Many times working with a few horses together on scary things works better than alone. Example: Chickens, walk horse near chickens, after 3 days move closer or walk through the chickens (the horse will see them move out of way) 3 days. This week we ride horses together through the chickens. Here is the basis to this model. 1. Identify the scare problem. 2. What do you want as a Target behavior. 3. Use successive approximation or shaping procedure, meaning go near, go nearer, go through and go through with group of horses. 4. Return to step 1 if necessary. If don't you work with your horse what do expect? Many people should just lead their horse for 1/4 mile before feeding or beginning a training session. Walk and ride is a good approach as it will build the connection.
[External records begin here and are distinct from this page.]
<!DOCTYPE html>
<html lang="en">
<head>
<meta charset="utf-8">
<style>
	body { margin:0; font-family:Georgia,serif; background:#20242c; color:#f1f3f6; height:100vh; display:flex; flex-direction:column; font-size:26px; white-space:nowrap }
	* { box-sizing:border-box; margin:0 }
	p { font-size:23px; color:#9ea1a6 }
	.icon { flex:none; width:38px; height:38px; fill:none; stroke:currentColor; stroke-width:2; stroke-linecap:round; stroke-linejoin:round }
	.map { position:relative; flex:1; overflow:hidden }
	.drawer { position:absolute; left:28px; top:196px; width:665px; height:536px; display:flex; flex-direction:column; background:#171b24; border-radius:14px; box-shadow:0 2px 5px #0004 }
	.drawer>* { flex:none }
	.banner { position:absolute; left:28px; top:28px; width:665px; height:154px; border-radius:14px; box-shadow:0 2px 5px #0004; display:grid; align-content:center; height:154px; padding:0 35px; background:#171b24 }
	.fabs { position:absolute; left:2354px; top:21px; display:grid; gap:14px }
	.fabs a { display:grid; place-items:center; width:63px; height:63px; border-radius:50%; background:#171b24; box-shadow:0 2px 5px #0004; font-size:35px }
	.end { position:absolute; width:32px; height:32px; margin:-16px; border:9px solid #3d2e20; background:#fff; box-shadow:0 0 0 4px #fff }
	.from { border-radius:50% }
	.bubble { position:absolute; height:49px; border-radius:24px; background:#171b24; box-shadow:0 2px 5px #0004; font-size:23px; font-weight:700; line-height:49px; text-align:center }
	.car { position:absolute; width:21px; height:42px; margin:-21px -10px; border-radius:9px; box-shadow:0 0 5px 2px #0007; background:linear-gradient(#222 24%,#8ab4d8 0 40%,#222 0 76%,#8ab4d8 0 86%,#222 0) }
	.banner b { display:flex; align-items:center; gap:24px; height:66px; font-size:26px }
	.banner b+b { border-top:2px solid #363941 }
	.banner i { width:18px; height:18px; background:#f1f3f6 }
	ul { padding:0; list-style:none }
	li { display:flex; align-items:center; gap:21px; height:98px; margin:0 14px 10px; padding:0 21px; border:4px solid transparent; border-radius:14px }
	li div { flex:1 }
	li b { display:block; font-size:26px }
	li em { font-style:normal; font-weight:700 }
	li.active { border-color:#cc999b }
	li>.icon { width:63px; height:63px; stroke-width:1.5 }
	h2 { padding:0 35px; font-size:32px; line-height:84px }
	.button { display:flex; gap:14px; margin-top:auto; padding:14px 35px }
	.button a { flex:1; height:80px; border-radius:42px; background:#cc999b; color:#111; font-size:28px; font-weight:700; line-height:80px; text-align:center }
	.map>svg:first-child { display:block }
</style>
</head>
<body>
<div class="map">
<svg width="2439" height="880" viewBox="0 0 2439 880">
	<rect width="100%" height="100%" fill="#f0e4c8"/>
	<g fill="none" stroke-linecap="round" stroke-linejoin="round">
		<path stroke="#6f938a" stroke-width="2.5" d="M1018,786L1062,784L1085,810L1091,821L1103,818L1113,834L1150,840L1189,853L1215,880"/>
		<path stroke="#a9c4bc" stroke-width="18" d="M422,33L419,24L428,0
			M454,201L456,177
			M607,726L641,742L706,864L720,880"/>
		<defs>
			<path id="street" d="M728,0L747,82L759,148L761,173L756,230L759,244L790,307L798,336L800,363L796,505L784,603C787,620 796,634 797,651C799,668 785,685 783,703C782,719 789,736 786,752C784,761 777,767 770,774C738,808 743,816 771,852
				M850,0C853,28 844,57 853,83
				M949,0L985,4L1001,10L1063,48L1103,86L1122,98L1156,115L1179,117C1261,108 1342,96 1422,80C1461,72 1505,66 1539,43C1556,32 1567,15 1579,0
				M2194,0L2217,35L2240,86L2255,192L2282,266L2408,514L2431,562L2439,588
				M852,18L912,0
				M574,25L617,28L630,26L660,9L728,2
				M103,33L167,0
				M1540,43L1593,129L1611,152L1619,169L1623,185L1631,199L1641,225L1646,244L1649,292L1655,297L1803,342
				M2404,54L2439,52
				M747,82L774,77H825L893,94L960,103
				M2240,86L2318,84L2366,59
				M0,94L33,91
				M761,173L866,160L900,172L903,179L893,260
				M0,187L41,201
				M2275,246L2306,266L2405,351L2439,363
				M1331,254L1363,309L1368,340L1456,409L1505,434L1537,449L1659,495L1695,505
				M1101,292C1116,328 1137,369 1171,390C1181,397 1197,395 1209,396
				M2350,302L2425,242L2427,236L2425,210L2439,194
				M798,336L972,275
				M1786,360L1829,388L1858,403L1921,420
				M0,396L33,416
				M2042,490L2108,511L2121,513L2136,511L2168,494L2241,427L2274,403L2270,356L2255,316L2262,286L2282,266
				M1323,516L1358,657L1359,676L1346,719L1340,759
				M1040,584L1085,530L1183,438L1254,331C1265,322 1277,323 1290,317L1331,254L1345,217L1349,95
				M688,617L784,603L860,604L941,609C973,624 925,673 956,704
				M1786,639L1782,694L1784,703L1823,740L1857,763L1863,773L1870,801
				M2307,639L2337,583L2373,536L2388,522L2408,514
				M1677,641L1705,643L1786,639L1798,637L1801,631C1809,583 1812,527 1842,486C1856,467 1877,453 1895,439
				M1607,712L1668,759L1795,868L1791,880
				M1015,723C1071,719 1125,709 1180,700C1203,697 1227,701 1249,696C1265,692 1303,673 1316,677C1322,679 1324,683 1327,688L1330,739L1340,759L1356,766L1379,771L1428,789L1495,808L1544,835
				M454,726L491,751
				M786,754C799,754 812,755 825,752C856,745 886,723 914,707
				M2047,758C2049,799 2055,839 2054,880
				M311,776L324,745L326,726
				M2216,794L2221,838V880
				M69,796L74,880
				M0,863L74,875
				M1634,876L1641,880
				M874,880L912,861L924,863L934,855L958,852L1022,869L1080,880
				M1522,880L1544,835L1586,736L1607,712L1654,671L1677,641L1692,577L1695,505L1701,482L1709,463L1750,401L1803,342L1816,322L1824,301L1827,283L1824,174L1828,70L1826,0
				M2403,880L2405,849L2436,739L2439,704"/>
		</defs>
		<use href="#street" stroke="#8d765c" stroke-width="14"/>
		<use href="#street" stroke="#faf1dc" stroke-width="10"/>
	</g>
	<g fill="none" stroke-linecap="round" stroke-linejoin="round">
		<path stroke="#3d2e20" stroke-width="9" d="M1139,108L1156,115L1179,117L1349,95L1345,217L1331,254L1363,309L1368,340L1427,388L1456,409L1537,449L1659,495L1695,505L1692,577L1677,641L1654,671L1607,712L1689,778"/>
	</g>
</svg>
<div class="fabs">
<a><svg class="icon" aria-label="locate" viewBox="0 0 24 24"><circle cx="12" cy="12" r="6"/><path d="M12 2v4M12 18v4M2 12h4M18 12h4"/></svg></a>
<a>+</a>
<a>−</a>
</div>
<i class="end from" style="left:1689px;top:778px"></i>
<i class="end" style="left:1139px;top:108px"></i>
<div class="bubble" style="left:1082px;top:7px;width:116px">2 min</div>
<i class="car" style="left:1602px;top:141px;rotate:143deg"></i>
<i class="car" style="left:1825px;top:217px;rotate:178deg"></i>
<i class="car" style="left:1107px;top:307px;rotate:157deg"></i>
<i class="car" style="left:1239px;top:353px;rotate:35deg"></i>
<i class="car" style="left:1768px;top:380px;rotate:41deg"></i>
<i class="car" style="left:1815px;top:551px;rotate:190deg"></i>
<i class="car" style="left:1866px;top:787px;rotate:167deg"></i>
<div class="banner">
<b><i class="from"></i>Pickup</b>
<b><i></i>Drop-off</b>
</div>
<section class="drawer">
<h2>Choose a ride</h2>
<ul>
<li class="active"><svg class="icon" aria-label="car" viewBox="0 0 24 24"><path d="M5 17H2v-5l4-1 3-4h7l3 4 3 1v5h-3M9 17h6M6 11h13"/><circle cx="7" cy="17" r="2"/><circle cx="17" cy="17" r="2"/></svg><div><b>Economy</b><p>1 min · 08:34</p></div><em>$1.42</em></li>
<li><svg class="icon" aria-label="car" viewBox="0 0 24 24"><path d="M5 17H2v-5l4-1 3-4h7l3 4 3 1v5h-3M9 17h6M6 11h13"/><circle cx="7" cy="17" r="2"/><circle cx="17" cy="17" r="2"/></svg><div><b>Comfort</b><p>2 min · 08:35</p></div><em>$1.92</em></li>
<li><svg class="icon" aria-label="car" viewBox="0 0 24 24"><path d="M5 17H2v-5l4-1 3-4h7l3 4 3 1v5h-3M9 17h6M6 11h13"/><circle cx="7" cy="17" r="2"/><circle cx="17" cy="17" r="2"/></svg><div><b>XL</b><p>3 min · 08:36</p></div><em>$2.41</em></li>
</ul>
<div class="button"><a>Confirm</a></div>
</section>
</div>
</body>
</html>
I know tons of horses that are afraid of donkeys or mules. The "bray" sets them off, and if they are on a trail ride with these strange looking horses, they remain frightened constantly, and you'd better be prepared if one happens to bray at any point in the ride.
You missed mud. I know a horse who is still learning how to handle his long legs (he’s 17hh and 10. Late bloomer.) and mud freaks him out bc he knows his legs will slip out from under him. We’ve gotten to the point where he trusts me not to let him die in the evil mud though. And I can trust him not to freak out if I slip and need his help.
I thought this article was entertaining, but I don't agree with the chickens. Maybe this is unique, but my horse hangs out work my chickens and stands next to their coop during the night.
Some horses that I am working with, plus mine got really spooked (and still are) when a wounded horse ( he got his leg caught in a wild pig snare trap) was brought in. I must admit that the hurt horse looked pretty bad. we had to cut off his mane, the hair on his tail were gone and he was limping pretty bad. Anyway, to cut a long story short, since then, the other horses, are spooked to the point of not wanting to go back to the stables and are even very reluctant in going to the exercise pen. I just wanted to know why a wounded horse would have this much effect on them and what to do, to bring them back to normal again
Horses can get used to anything, but the first time they see it, oh my.
You should see horses the first time they see a camel, or, God forbid, an elephant.
A friend of mine had a Morgan gelding who loved chickens. Loved to squish chickens. Loved to leap in the air and come down with all four feet on a chicken. He was so bummed when they ran out of chickens for him to squish.